O fazendeiro do Mato Grosso do Sul não tinha escravos

Por Mário Sérgio Lorenzetto | 11/06/2026 07:00
O fazendeiro do Mato Grosso do Sul não tinha escravos

A escravidão no Brasil durou mais de 350 anos. É considerada o sistema mais longo de exploração humana nas Américas. O Mato Grosso do Sul, no entanto, não faz parte de história perversa. Em seu imenso território, a mão-de-obra escravizada é quase inexistente. Dá para contar nos dedos das mãos os raríssimos casos de negros escravizados. O que motivou os fazendeiros do MS a não aderirem à escravização? Como os do vizinho Mato Grosso tinham milhares de escravos e os daqui nem sequer aventavam essa possibilidade? Nossos fazendeiros tinham superioridade moral? Conheciam as ideias de Adam Smith demonstrando a burrice de empregar trabalho escravo obrigatório?
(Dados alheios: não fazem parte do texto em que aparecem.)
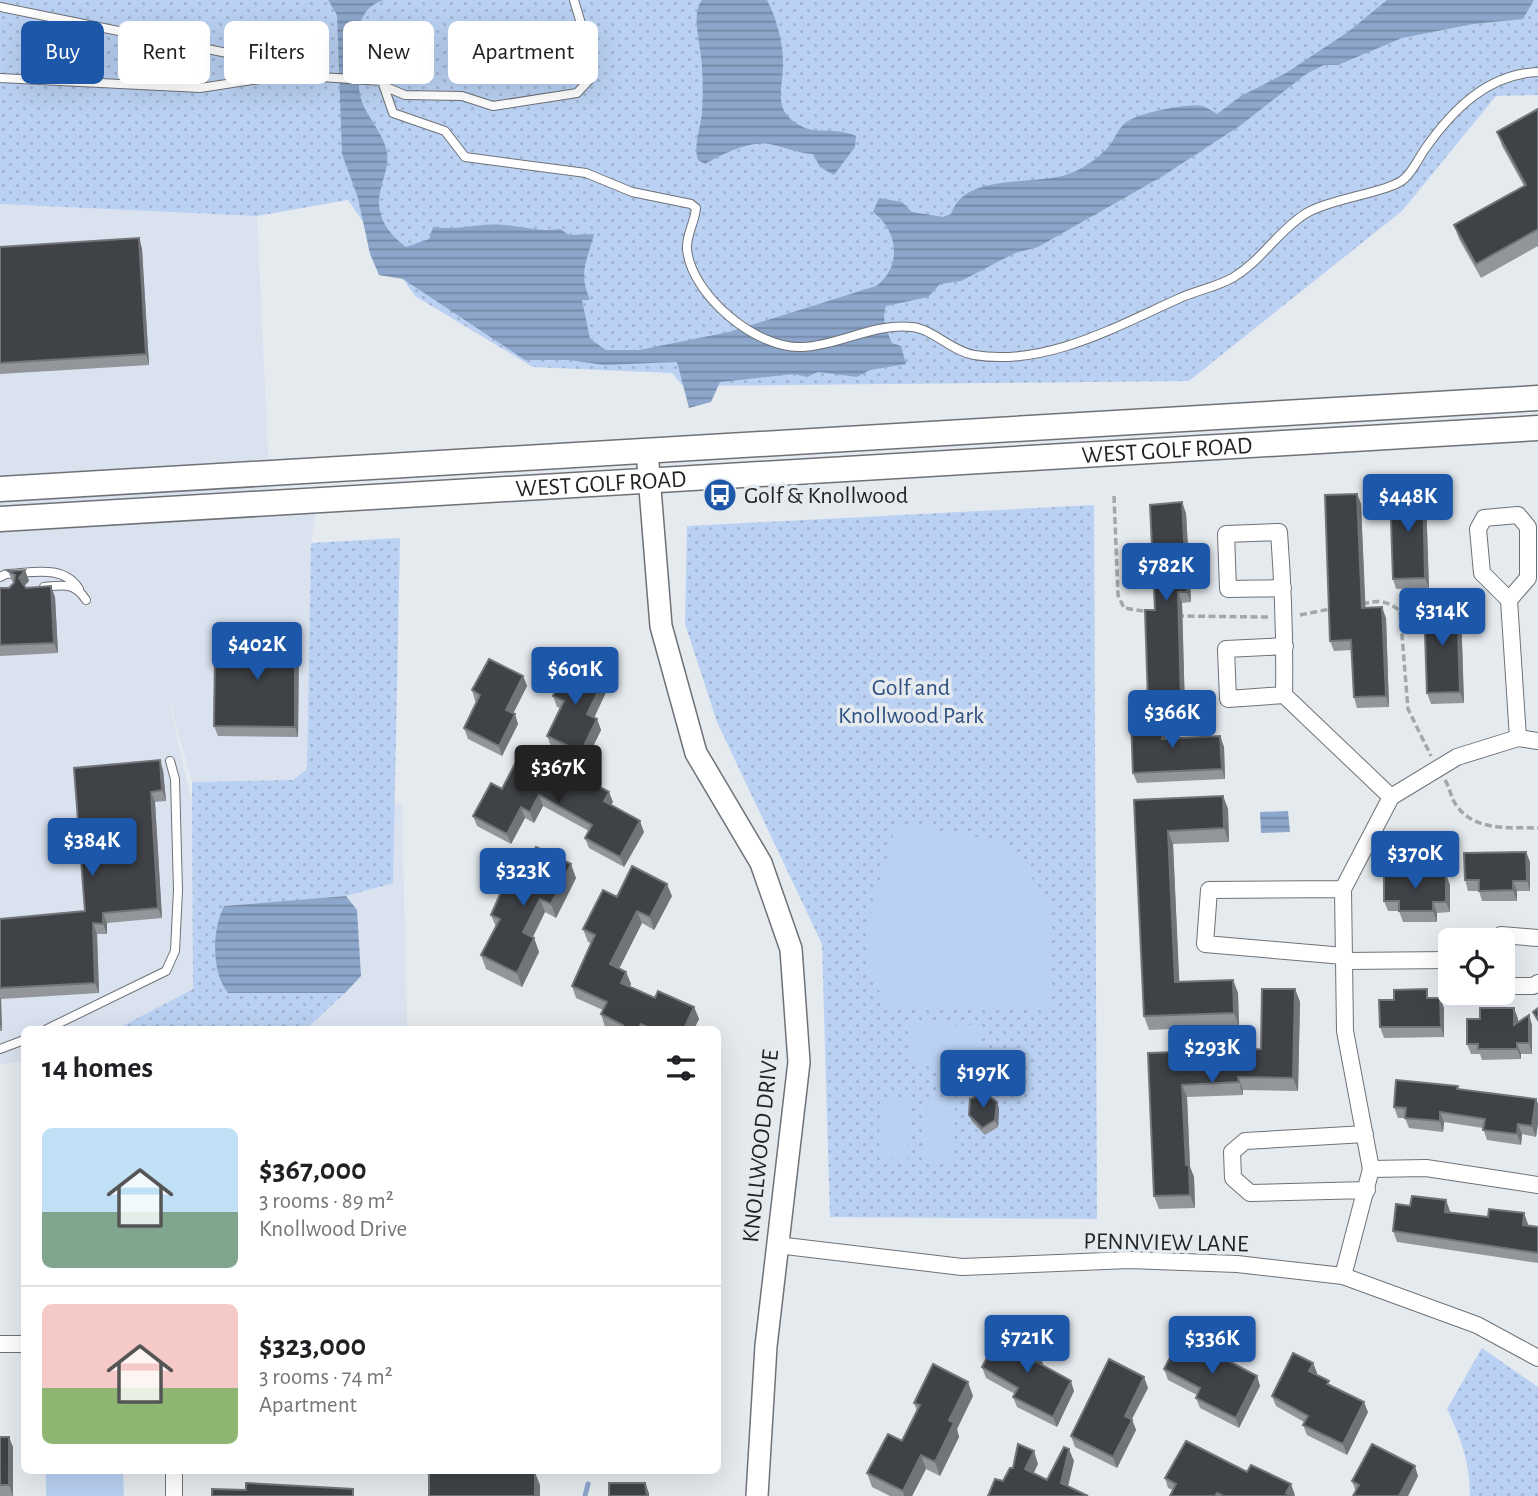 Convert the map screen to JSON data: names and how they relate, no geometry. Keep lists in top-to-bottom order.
{
  "streets": {
    "main road": ["WEST GOLF ROAD"],
    "street": ["KNOLLWOOD DRIVE", "PENNVIEW LANE"]
  },
  "crossings": [
    ["WEST GOLF ROAD", "KNOLLWOOD DRIVE"],
    ["KNOLLWOOD DRIVE", "PENNVIEW LANE"]
  ],
  "parks": ["Golf and Knollwood Park"],
  "places": {
    "bus stop": ["Golf & Knollwood"]
  },
  "page": {
    "chip": [
      "Buy",
      "Rent",
      "Filters",
      "New",
      "Apartment"
    ],
    "price": [
      "$448K",
      "$782K",
      "$314K",
      "$402K",
      "$601K",
      "$366K",
      "$367K",
      "$384K",
      "$370K",
      "$323K",
      "$293K",
      "$197K",
      "$721K",
      "$336K"
    ],
    "heading": "14 homes",
    "list": [
      {
        "name": "$367,000",
        "note": "3 rooms · 89 m² · Knollwood Drive"
      },
      {
        "name": "$323,000",
        "note": "3 rooms · 74 m² · Apartment"
      }
    ]
  }
} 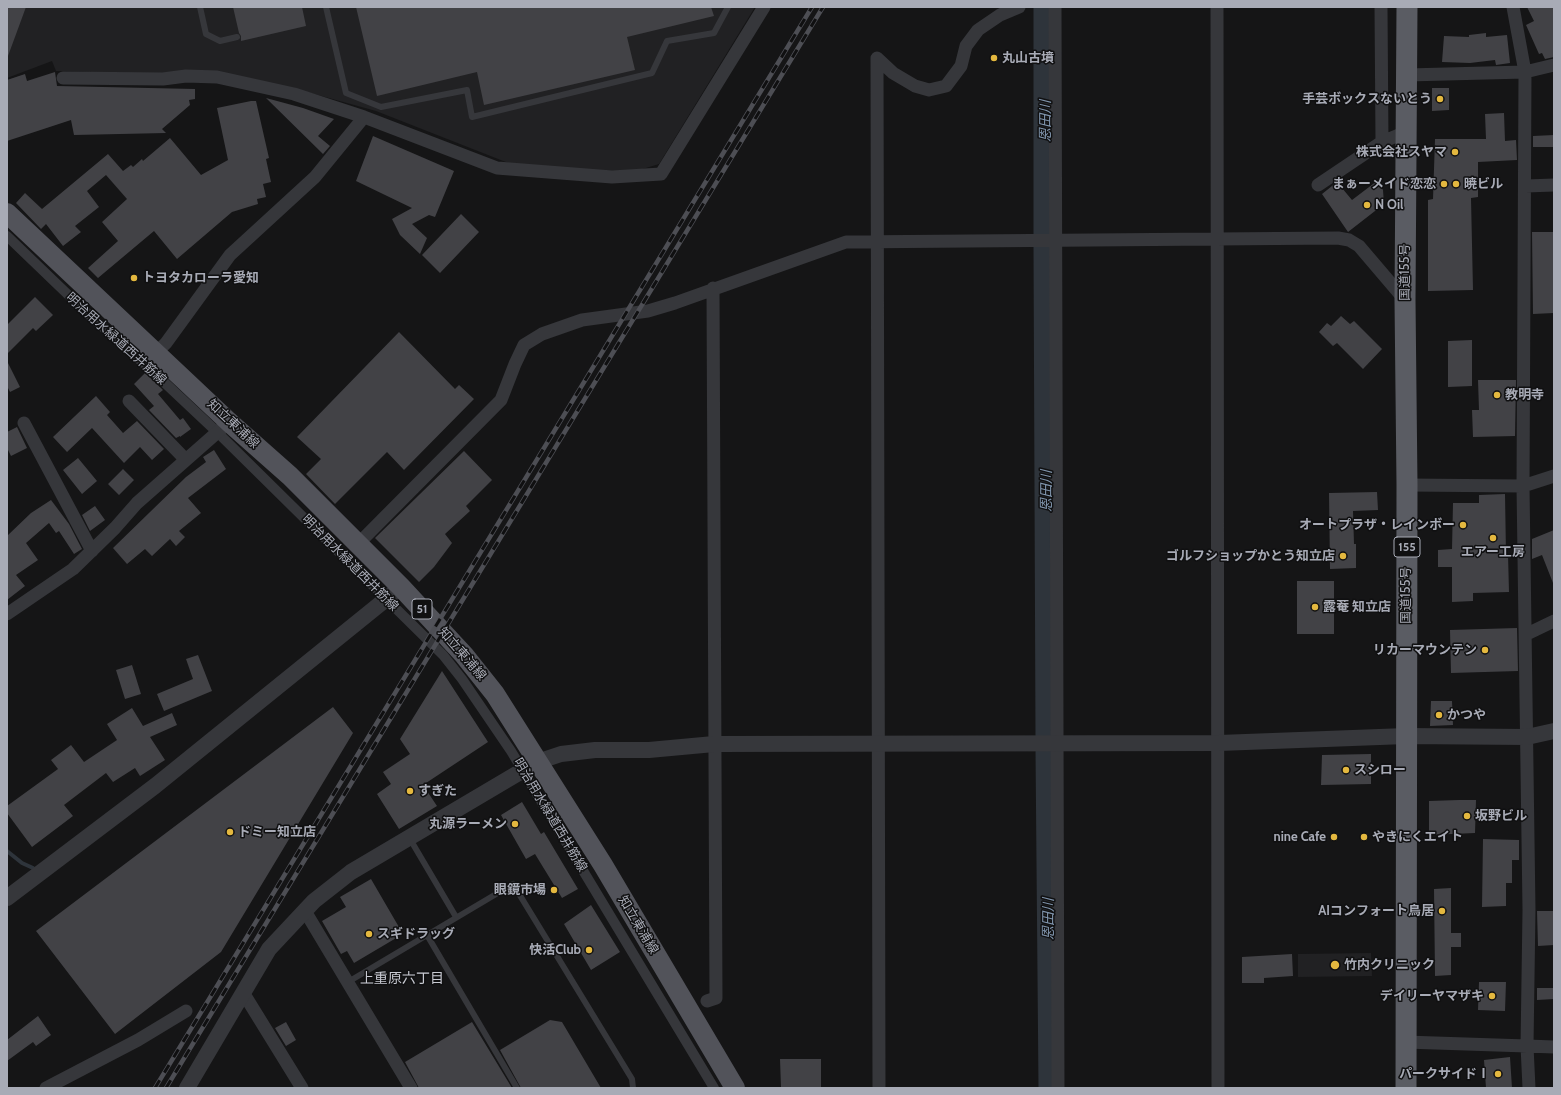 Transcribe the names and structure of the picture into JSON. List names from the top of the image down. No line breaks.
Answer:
{"streets":{"highway":["国道155号","155"],"main road":["知立東浦線","51"],"street":["明治用水緑道西井筋線"]},"crossings":[["明治用水緑道西井筋線","知立東浦線"]],"districts":["上重原六丁目"],"water":["恩田川"],"places":["丸山古墳","手芸ボックスないとう","株式会社スヤマ","まぁーメイド恋恋","暁ビル","N Oil","トヨタカローラ愛知","教明寺","オートプラザ・レインボー","エアー工房","ゴルフショップかとう知立店","露菴 知立店","リカーマウンテン","かつや","スシロー","すぎた","坂野ビル","丸源ラーメン","ドミー知立店","nine Cafe","やきにくエイト","眼鏡市場","AIコンフォート鳥居","スギドラッグ","快活Club","竹内クリニック","デイリーヤマザキ","パークサイドⅠ"]}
O fazendeiro do Mato Grosso do Sul não tinha escravos

A lavoura canavieira e o trabalho escravo do MT.

Uma das melhores explicações para a diferença entre os fazendeiros do norte e os do MS está nas lavouras canavieiras. O escravo foi utilizado como força de trabalho indispensável à essa lavoura trabalhando nos engenhos. No Mato Grosso, além da superexploração, eles tinham de garantir seu próprio sustento. Ao lado dos canaviais, mantinham roças de milho e mandioca. Após realizar suas duras tarefas diárias, dedicavam o tempo de descanso à agricultura de subsistência. O fazendeiro cuiabano, com isso, eliminava a preocupação de alimentar seus escravos.


O fazendeiro do Mato Grosso do Sul não tinha escravos

As imensas fazendas do MS não tinham escravos.

O tamanho das fazendas matou a ideia de ter negros. A extensão das propriedades e a peculiaridade de correr atrás de vacas selvagens, obrigava os trabalhadores das fazendas ao deslocamento pelos campos, situação vista como um empecilho para o uso da mão-de-obra escravizada. Seria necessário um mecanismo de repressão excessivamente brutal para controlar o escravo. O proprietário perderia seu capital, pois o escravo poderia fugir ou morrer por causa das febres ou vitimado pela inexperiência com o tipo de trabalho. A opção dos fazendeiros do MS foi pelo trabalho livre dos indígenas e dos paraguaios que aqui permaneceram após a guerra.